Siempre caminaba solo. A veces se paraba frente a escaparates en los que había televisores y pasaba largo rato viendo imágenes que podrían parecerle sinsentido por la ausencia de sonido, pero que constituían para él su único vínculo con la realidad, con la otra realidad, esa que le había desaparecido. Los periódicos que utilizaba para cubrirse durante las noches, y que por la mañana le servía de insólito entretenimiento antes de buscar su desayuno diario, constituían su otro nexo con el mundo. Curioso modo de denominar a la primera colación del día para este pobre infeliz; usar el mismo término que los afortunados que lo hacemos, desayunar, sentados en la mesa de la cocina con nuestra taza de leche o en la barra de un bar frente a un buen café caliente resulta casi ofensivo, pero son las paradojas del lenguaje ante las que no podemos sino indignarnos, o tal vez sería mejor esforzarnos en describir las diferencias que existen de manera objetiva entre la acción de uno y la de otro para comprender así lo injusto que en ocasiones puede resultar expresar con los mismos términos acciones tan dispares aunque puedan ser conceptualmente idénticas.
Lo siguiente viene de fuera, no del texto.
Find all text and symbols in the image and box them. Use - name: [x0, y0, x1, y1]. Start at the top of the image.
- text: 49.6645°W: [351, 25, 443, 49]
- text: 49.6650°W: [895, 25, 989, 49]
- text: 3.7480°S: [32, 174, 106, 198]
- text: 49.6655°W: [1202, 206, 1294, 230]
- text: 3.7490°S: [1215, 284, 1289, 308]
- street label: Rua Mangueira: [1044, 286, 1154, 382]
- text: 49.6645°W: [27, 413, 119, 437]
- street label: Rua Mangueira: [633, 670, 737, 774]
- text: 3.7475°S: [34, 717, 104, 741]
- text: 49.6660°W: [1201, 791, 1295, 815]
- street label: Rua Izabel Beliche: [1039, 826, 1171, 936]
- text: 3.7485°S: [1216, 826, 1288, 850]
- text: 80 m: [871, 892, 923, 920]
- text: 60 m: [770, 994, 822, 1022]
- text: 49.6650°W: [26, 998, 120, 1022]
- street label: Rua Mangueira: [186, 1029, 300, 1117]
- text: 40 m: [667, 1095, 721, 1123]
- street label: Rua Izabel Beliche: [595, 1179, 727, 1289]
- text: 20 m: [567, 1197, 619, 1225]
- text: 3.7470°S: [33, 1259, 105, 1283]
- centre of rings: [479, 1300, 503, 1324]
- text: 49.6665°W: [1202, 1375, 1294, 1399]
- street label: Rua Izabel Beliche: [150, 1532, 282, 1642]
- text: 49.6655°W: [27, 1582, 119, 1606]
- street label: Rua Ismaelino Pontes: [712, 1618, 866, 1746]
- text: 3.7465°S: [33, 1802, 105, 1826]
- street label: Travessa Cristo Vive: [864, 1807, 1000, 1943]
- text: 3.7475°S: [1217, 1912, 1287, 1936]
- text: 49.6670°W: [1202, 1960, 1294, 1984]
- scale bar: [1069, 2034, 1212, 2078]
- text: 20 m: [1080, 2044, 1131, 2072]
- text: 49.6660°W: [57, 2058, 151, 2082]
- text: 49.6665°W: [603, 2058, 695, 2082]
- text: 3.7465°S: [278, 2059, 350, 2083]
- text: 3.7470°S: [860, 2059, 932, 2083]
Su primera comida del día la conseguía tras una esforzada búsqueda la noche anterior de algún cartón de leche prácticamente vacío del que exprimir unas gotas para acompañar a algún mendrugo de pan duro, o muy duro, que localizaba en las bolsas de residuos orgánicos mezcladas con los restos de pañales de recién nacidos o peladuras de patatas, que también en alguna ocasión ingería. Otras veces recuperaba restos de bocadillos tirados por el exceso de salsas que, por mor del azar, en la bolsa de plástico en que se encontraban, se había mezclado con los posos del café molido o con restos de papel higiénico usado en sus múltiples funciones. Ya no importaba, no había asco ni repugnancia, los escrúpulos desaparecieron hacía ya demasiado tiempo como para que importasen algo, no ya el hecho de que se le viese rebuscando entre la basura, sino ingerir aquello que otros habían desechado.

La gente no existía para él, el concepto de sociedad como conjunción de acciones y reacciones colectivas y, por tanto, de comportamientos y responsabilidades había desaparecido, apenas si quedaban en él miramientos como para apartarse cuando se trataba de sus propias necesidades y si lo hacía era por evitar que se le llamase la atención, que alguien le reprochase su conducta, lo hacía por miedo. A pesar de todo, sus facultades mentales estaban intactas, es decir, era perfectamente consciente de todo lo que le rodeaba y entendía los reproches de la gente ante ciertas actuaciones que realizaba, comprendía la pena que en ocasiones producía en los demás y el sentimiento de asco que su propio olor corporal generaba en los viandantes cuando se protegía en las estaciones de metro del rigor de la intemperie entre cientos de usuarios. Era conocedor de todas estas situaciones, aunque había conseguido que no le afectasen. Tan solo constituían para él un elemento más dentro del entorno hostil en que se había visto sumido y del que no encontraba modo de salir. Tal vez, en realidad había llegado a la conclusión de que no necesitaba salir, o puede que sencillamente no existiese salida. Una vez había atravesado el portal de la indignidad, no había vuelta atrás, no existía ninguna posibilidad de reingresar en el entorno social en que había pasado gran parte de su vida.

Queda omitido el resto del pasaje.